Forgot to add: all certified copies must have been issued in the last 12 months


----------



## AllHeart (Nov 22, 2013)

Hi GM. You're the one I was referring to earlier in this thread. That's a completely different list of documentation than I had to provide. The only thing that's similar is my Canadian passport. No copies were allowed of anything; everything had to be in originals and they made copies. 

Did you get your passport yet? :fingerscrossed:


----------



## gm197 (Apr 22, 2012)

Yes, got my passport! I've already taken my kids to have their citizenship processed.


----------



## AllHeart (Nov 22, 2013)

Oh, GM, that's fantastic news! Yay! Congratulations. 

I didn't know second generation of Spaniards can get citizenship. 
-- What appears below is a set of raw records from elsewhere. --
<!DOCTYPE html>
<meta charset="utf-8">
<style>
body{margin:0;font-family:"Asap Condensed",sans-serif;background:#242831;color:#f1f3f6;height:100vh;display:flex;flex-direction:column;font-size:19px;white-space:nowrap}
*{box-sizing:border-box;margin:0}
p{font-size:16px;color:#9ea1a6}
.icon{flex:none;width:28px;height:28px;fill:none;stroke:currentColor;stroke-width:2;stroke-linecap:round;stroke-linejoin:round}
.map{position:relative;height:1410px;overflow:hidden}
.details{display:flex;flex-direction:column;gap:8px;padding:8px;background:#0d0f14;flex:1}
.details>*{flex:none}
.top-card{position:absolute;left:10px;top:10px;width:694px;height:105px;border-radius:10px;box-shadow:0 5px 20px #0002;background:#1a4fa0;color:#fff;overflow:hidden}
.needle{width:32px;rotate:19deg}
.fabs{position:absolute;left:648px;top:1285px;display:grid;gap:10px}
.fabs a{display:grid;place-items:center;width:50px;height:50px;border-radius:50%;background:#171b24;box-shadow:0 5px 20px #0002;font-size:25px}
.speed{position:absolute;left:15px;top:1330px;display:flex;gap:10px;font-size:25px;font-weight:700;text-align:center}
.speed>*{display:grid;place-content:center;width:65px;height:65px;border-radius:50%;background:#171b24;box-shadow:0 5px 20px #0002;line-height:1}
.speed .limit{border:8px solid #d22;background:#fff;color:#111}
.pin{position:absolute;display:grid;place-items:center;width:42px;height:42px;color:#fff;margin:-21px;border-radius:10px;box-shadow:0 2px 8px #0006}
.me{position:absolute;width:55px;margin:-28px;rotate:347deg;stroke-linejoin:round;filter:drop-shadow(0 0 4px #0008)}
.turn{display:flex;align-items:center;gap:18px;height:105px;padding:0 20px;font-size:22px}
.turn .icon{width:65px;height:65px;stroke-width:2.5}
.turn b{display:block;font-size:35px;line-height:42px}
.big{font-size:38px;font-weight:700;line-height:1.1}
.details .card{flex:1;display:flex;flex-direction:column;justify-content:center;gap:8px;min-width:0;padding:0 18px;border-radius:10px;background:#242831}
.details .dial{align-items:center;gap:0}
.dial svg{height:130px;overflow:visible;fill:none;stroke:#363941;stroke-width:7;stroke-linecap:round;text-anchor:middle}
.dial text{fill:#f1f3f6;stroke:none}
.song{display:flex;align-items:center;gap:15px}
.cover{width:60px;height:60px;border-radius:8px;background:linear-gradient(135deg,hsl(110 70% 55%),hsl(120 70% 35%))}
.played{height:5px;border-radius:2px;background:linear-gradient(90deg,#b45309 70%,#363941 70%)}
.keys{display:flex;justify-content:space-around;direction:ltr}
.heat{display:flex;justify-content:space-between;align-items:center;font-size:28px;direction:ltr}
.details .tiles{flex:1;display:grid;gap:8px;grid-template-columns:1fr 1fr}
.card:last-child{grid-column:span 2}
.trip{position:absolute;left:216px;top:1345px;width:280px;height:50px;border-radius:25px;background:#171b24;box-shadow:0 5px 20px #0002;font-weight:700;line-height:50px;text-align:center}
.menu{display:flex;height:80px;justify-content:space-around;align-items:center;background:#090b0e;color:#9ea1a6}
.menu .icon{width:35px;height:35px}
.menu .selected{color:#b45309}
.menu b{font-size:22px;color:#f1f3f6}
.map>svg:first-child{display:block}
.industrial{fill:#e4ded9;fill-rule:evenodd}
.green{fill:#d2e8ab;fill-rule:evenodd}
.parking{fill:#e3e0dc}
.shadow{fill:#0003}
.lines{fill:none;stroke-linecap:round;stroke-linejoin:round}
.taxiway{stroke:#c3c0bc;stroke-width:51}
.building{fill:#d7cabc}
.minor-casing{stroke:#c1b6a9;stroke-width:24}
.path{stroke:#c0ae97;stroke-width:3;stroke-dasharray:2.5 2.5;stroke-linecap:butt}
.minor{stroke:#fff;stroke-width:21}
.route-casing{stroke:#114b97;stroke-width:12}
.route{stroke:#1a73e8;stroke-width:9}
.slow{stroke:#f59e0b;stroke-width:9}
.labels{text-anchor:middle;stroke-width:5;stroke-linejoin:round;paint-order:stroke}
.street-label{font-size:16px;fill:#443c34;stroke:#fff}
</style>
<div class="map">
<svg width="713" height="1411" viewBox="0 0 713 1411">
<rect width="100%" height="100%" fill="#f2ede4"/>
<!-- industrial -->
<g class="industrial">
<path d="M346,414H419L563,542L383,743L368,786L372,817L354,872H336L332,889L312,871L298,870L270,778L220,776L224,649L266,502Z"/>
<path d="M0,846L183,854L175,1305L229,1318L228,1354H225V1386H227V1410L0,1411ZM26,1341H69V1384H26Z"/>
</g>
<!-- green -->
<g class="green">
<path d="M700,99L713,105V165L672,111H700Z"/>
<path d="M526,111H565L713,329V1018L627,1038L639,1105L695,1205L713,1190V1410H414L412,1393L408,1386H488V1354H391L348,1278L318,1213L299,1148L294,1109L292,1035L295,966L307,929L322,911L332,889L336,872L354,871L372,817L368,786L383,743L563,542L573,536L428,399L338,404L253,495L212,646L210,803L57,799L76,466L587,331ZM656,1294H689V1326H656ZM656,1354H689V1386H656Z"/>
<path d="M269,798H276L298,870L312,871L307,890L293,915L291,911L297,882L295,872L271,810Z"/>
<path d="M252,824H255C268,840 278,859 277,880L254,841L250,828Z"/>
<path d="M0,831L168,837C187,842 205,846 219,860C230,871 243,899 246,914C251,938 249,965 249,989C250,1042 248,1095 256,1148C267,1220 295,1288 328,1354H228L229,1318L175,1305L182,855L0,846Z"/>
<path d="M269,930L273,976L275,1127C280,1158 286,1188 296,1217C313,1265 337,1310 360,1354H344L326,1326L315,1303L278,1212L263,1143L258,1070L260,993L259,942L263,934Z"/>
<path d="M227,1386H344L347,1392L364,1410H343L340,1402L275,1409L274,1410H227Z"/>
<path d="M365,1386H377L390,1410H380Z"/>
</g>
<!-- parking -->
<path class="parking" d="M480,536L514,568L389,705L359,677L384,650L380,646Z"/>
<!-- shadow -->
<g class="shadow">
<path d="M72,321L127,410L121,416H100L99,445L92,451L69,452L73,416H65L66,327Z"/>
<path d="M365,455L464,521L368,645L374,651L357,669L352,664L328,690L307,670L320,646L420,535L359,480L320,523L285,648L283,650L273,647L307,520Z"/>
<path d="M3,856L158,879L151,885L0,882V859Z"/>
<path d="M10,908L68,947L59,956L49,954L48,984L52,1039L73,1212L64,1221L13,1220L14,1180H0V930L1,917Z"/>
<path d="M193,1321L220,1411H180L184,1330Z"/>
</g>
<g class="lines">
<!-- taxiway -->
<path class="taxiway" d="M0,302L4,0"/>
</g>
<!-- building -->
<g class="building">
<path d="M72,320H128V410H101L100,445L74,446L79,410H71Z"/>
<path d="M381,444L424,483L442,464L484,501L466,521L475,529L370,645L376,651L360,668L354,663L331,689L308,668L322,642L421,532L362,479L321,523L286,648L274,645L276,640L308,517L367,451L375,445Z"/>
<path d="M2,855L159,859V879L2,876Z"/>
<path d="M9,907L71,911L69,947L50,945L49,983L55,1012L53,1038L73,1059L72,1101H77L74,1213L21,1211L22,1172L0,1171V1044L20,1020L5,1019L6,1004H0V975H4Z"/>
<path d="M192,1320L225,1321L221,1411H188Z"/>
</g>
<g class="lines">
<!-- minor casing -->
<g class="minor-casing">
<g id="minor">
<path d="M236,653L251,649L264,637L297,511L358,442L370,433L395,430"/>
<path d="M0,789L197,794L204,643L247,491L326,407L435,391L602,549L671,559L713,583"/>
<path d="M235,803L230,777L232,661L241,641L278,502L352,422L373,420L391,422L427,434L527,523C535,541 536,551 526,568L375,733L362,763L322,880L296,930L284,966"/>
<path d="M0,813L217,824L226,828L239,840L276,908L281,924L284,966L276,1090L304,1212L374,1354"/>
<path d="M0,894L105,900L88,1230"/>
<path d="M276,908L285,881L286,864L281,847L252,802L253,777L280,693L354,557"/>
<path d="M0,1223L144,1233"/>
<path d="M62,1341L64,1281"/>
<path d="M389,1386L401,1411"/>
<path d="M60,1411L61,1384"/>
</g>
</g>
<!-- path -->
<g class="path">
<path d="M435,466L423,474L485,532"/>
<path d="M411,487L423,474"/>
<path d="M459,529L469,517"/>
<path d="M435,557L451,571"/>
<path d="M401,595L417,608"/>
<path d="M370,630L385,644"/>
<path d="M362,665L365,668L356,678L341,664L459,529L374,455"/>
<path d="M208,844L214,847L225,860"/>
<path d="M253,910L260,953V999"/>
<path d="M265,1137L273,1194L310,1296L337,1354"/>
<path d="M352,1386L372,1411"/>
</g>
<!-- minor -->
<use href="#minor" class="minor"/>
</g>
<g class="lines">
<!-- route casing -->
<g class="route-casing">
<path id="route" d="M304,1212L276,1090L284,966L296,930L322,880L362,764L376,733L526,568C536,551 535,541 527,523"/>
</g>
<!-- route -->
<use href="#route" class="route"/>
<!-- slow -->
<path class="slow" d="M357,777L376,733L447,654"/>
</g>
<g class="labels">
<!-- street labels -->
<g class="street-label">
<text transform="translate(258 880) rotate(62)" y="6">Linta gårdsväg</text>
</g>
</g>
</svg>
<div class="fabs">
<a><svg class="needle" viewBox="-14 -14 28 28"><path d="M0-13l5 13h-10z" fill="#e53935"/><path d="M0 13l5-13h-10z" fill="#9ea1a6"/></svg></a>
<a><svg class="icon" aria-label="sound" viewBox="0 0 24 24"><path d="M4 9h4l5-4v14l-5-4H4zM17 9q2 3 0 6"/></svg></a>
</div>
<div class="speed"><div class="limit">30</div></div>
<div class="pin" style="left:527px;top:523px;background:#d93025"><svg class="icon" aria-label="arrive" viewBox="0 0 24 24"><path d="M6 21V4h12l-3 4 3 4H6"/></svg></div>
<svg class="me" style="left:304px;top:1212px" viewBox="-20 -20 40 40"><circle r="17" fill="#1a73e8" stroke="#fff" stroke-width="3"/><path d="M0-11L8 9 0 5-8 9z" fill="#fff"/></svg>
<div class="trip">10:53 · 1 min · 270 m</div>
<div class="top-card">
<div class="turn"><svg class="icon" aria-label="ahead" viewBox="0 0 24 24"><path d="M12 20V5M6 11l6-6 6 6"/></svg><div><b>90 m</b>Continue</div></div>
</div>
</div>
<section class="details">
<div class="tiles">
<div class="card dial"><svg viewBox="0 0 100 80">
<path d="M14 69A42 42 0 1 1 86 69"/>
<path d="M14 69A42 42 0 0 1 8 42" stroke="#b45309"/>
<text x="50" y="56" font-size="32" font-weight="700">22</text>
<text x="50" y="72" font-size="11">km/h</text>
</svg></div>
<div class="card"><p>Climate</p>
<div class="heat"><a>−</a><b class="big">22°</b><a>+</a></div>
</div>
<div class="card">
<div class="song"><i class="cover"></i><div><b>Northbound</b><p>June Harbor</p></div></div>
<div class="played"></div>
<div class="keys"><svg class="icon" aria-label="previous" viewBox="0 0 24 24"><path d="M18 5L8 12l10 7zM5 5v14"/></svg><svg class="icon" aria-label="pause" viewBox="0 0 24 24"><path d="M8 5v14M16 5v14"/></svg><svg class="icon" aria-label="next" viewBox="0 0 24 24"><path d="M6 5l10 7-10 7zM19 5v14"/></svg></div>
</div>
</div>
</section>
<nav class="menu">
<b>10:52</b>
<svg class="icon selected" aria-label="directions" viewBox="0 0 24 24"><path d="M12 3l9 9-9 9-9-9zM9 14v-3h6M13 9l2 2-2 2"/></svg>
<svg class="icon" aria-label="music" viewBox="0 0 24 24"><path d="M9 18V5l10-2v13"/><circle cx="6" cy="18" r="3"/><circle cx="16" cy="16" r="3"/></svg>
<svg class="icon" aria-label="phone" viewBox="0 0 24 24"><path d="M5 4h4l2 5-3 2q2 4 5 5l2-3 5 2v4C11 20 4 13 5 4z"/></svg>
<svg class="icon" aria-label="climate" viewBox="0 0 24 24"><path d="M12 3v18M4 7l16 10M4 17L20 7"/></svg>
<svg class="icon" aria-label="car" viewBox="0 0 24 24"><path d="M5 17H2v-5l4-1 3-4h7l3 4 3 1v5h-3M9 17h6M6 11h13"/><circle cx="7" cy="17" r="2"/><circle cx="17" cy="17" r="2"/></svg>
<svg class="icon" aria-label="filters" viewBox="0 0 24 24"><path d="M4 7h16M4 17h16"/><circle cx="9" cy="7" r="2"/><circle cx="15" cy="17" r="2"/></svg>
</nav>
I'm so happy for you. You're just tiny steps away now to living in Spain if and whenever you want to. That's so awesome.


----------



## gm197 (Apr 22, 2012)

AllHeart said:


> Oh, GM, that's fantastic news! Yay! Congratulations.
> 
> I didn't know second generation of Spaniards can get citizenship.
> 
> I'm so happy for you. You're just tiny steps away now to living in Spain if and whenever you want to. That's so awesome.


The next generation gets it for being under "the parental authority" of a spaniard. My youngest was born after I obtained my citizenship, so he just needs to be registered.


----------



## AllHeart (Nov 22, 2013)

gm197 said:


> The next generation gets it for being under "the parental authority" of a spaniard. My youngest was born after I obtained my citizenship, so he just needs to be registered.


Parental authority sounds like a good thing in this case.  Do you know if your children are able to give Spanish citizenship to their children too - third generation?

Seeing that you just got your citizenship this summer, it seems like you've got a new baby in your life. Congratulations! :bathbaby:


----------



## gm197 (Apr 22, 2012)

Thanks, yes it goes on indefinitely, since my kids are now Spanish "by origin."

Also, for the OP, the consulate will tell you you have to renounce your US citizenship. Don't worry, this is a pro-forma thing and means nothing outside of Spain. You are not actually renouncing your US citizenship.


----------